[Stored items]

────────────────────────────────────────

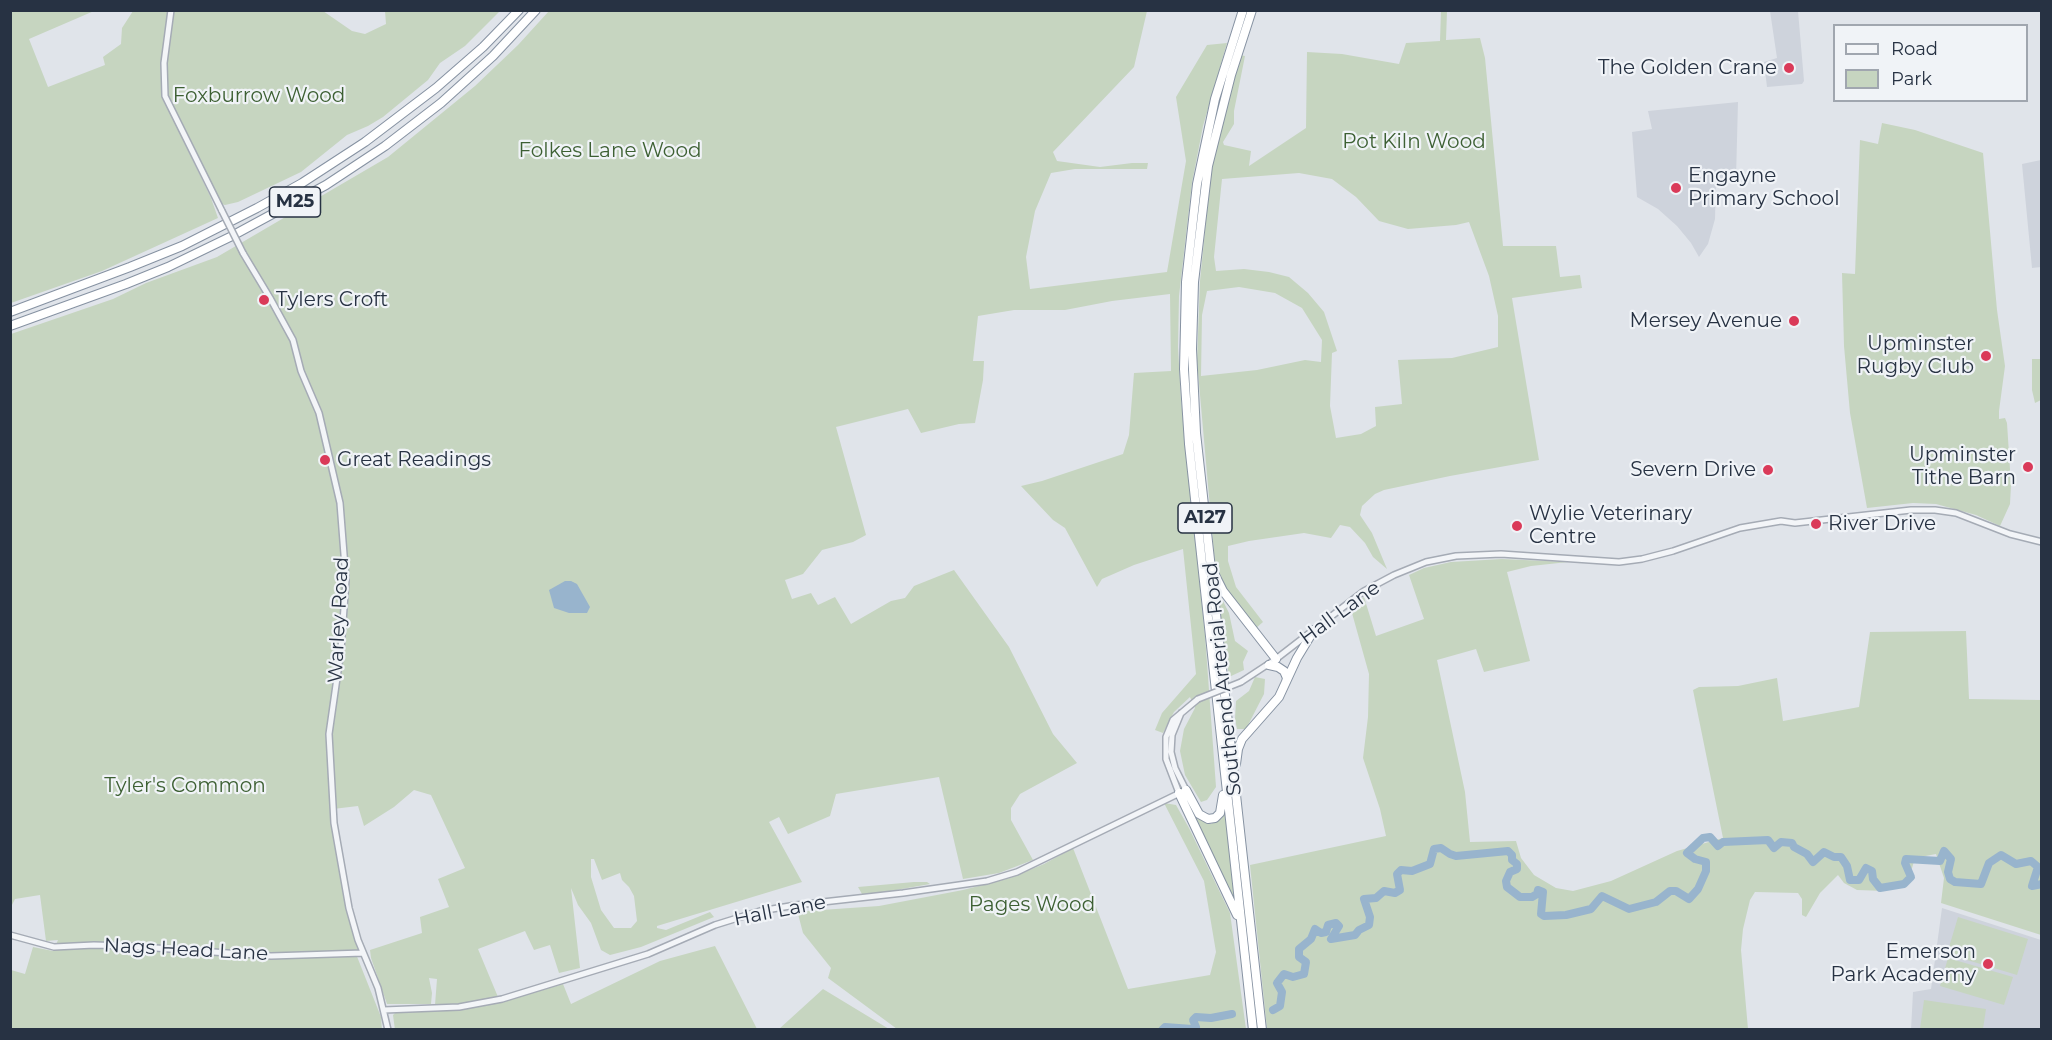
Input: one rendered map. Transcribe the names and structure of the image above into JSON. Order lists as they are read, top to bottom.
{
  "streets": {
    "highway": ["M25", "A127", "Southend Arterial Road"],
    "street": ["Hall Lane", "Warley Road", "Nags Head Lane"]
  },
  "crossings": [
    ["A127", "Hall Lane"],
    ["A127", "Southend Arterial Road"],
    ["Hall Lane", "Warley Road"],
    ["Warley Road", "Nags Head Lane"]
  ],
  "parks": [
    "Foxburrow Wood",
    "Pot Kiln Wood",
    "Folkes Lane Wood",
    "Tyler's Common",
    "Pages Wood"
  ],
  "places": [
    "The Golden Crane",
    "Engayne Primary School",
    "Tylers Croft",
    "Mersey Avenue",
    "Upminster Rugby Club",
    "Great Readings",
    "Upminster Tithe Barn",
    "Severn Drive",
    "River Drive",
    "Wylie Veterinary Centre",
    "Emerson Park Academy"
  ],
  "legend": ["Road", "Park"]
}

────────────────────────────────────────

Transcribe every entry exactly. Leave out the pictures.

Input: one rendered map. Transcribe the names and structure of the image above into JSON. Order lists as they are read, top to bottom.
{
  "streets": {
    "highway": ["M25", "A127", "Southend Arterial Road"],
    "street": ["Hall Lane", "Warley Road", "Nags Head Lane"]
  },
  "crossings": [
    ["A127", "Hall Lane"],
    ["A127", "Southend Arterial Road"],
    ["Hall Lane", "Warley Road"],
    ["Warley Road", "Nags Head Lane"]
  ],
  "parks": [
    "Foxburrow Wood",
    "Pot Kiln Wood",
    "Folkes Lane Wood",
    "Tyler's Common",
    "Pages Wood"
  ],
  "places": [
    "The Golden Crane",
    "Engayne Primary School",
    "Tylers Croft",
    "Mersey Avenue",
    "Upminster Rugby Club",
    "Great Readings",
    "Upminster Tithe Barn",
    "Severn Drive",
    "River Drive",
    "Wylie Veterinary Centre",
    "Emerson Park Academy"
  ],
  "legend": ["Road", "Park"]
}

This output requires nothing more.